Heracleum Sosnowsky, or popularly called “Stalin’s revenge”, is an ideal metaphor for ideological intoxication, because once the stem is cut down, overnight it grows with even more persistence. This characterizes not only the roots of an ideology but in this particular case also a historical premise, laid somewhere on a subconscious level of the mind, connected to Stalin’s epoch, who initiated the spread of this poisonous plant.
The first part consisted of a performance, where the nonsensical act of cutting down the Heracleum was numerously repeated. This cutting down ironizes the attempt to eradicate memory, to liquidate traumatic experiences by means of psychological defense mechanisms. Dislodging the part of the memory that is unpleasant, an almost disgusting component of past and contemporaneity, is another practice of memory suppression.

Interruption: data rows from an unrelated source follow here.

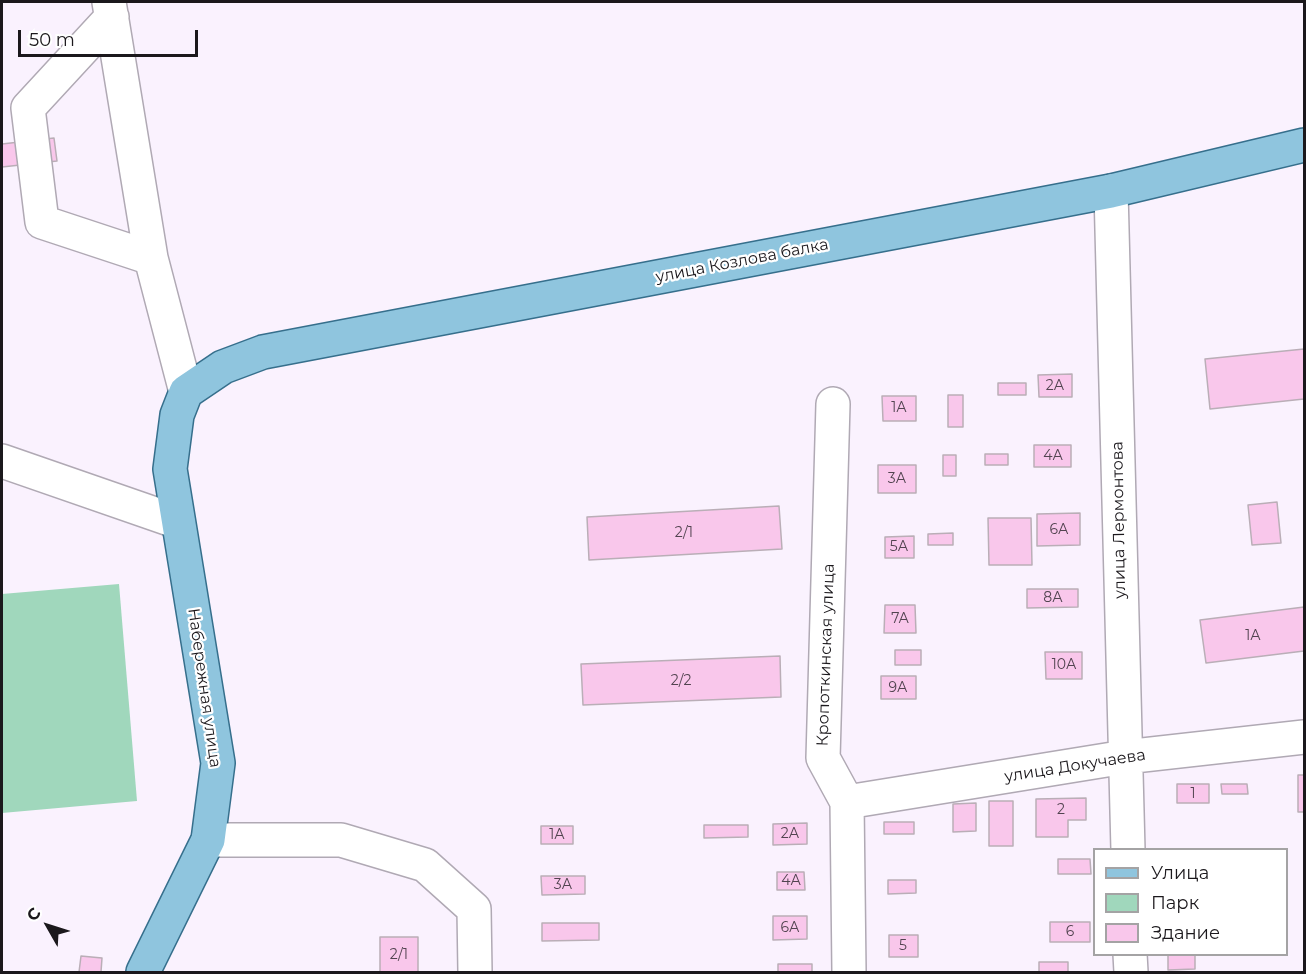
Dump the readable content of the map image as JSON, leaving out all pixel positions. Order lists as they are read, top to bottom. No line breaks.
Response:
{"streets":{"main road":["улица Козлова балка","Набережная улица"],"street":["улица Лермонтова","Кропоткинская улица","улица Докучаева"]},"crossings":[["улица Козлова балка","улица Лермонтова"],["улица Козлова балка","Набережная улица"],["улица Лермонтова","улица Докучаева"],["Кропоткинская улица","улица Докучаева"]],"house_numbers":["2А","1А","4А","3А","6А","2/1","5А","8А","7А","1А","10А","2/2","9А","1","2","2А","1А","4А","3А","6А","6","5","2/1"],"legend":["Улица","Парк","Здание"],"scale_bar":"50 m","north":"top left"}
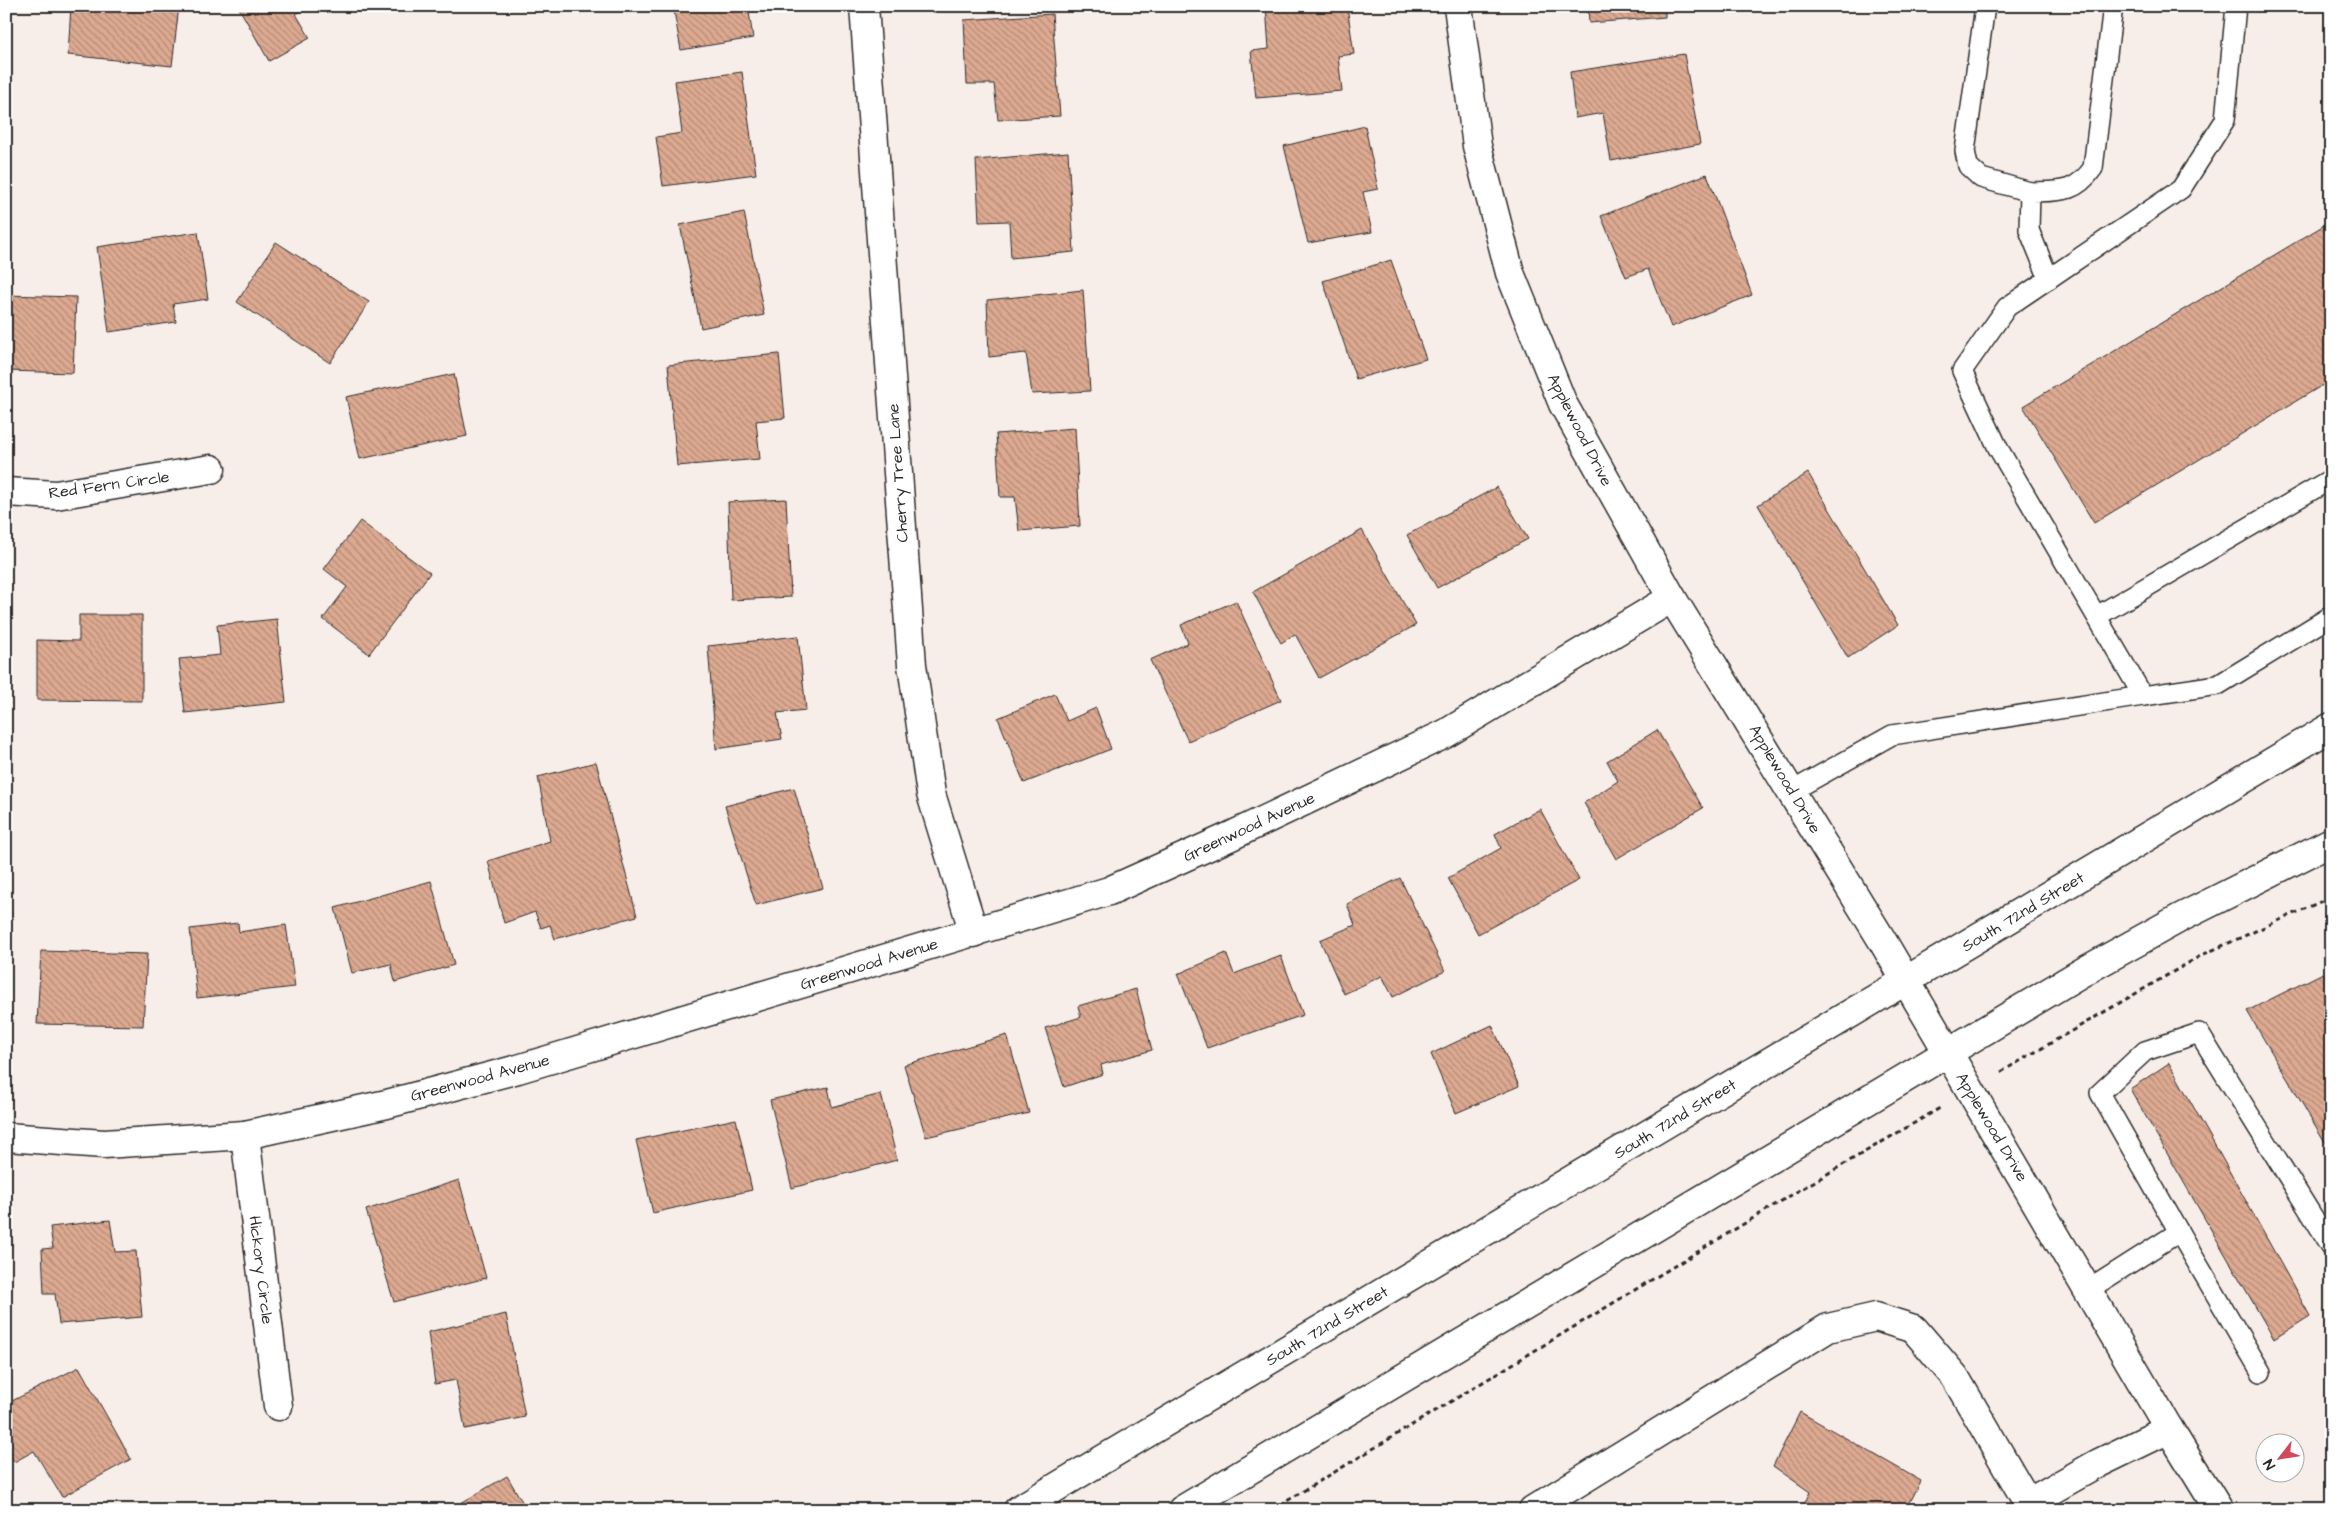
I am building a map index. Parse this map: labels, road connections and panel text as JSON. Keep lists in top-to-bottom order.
{
  "streets": {
    "street": [
      "Applewood Drive",
      "Cherry Tree Lane",
      "Red Fern Circle",
      "Greenwood Avenue",
      "South 72nd Street",
      "Hickory Circle"
    ]
  },
  "crossings": [
    ["Applewood Drive", "Greenwood Avenue"],
    ["Applewood Drive", "South 72nd Street"],
    ["Cherry Tree Lane", "Greenwood Avenue"],
    ["Greenwood Avenue", "Hickory Circle"]
  ],
  "north": "bottom left"
}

For the first show in Vienna I smuggled the plant from Ukraine to the EU, where under new conditions and rules it could spread its roots and grow as a part of an exposition on forbidden territory. Even though the smuggle of the plant across the border, hidden in a huge bouquet behind a palm leaf, was successful, the seven hours long wait at the border or perhaps the transition into the strangely restricted European Union proved too much for the plant, turning it into one dead dried piece. My apparent frustration and numerous failed attempts to fertilize and bring it back to life led me to the acceptance of the fact that the plant had died, as an integral part of working process.

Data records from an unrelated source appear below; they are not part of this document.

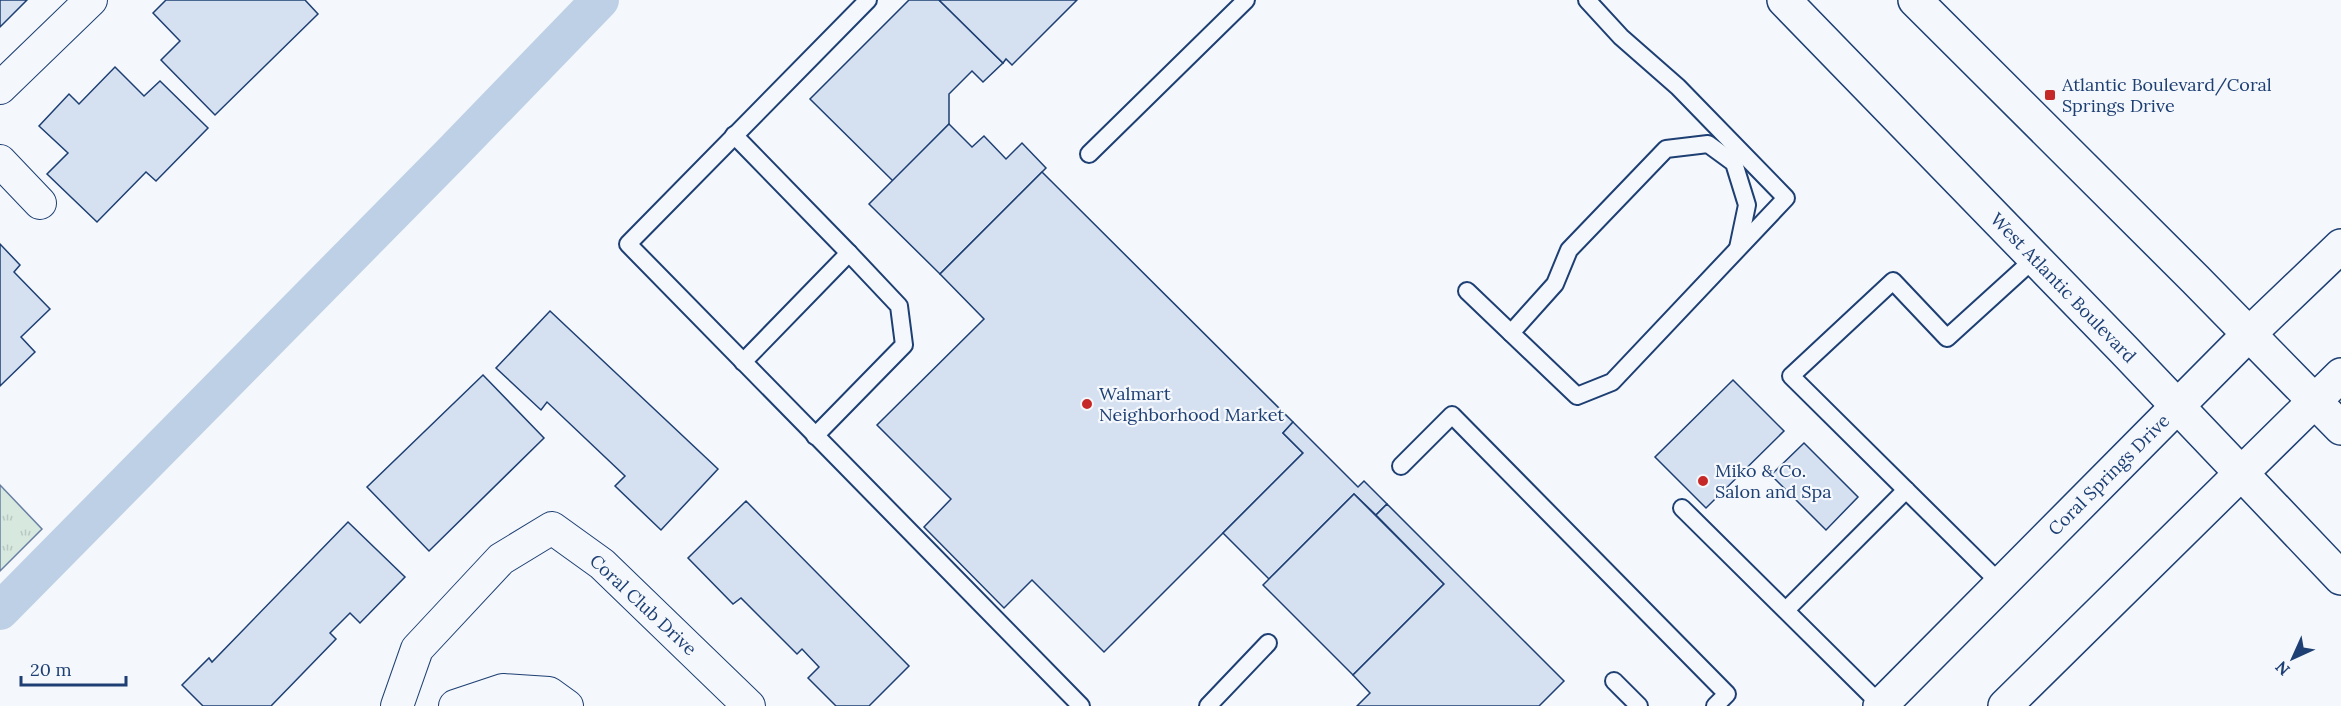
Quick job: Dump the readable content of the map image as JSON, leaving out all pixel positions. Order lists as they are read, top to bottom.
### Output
{
  "streets": {
    "main road": ["West Atlantic Boulevard", "Coral Springs Drive"],
    "street": ["Coral Club Drive"]
  },
  "crossings": [
    ["West Atlantic Boulevard", "Coral Springs Drive"]
  ],
  "places": {
    "transit": ["Atlantic Boulevard/Coral Springs Drive"],
    "other": ["Walmart Neighborhood Market", "Miko & Co. Salon and Spa"]
  },
  "scale_bar": "20 m",
  "north": "bottom left"
}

The resulting sculpture is an outcome of all these previous interventions and the final stage of the project. It repeats the pattern of the blisters, one gets after contact with the leaves or the stem of Heracleum. Each blister contains a tea, cooked out of the dead leafs of the smuggled plant. The sculpture is a conservation of memory. The bubbles maintain a totalitarian regime, causing burns, a traumatic experience that despite the natural reflex to suppress it, people could still ponder.
In the show I eradicated the usage of a symbolical language of the objects, rather working with the symbols containing meaning internally.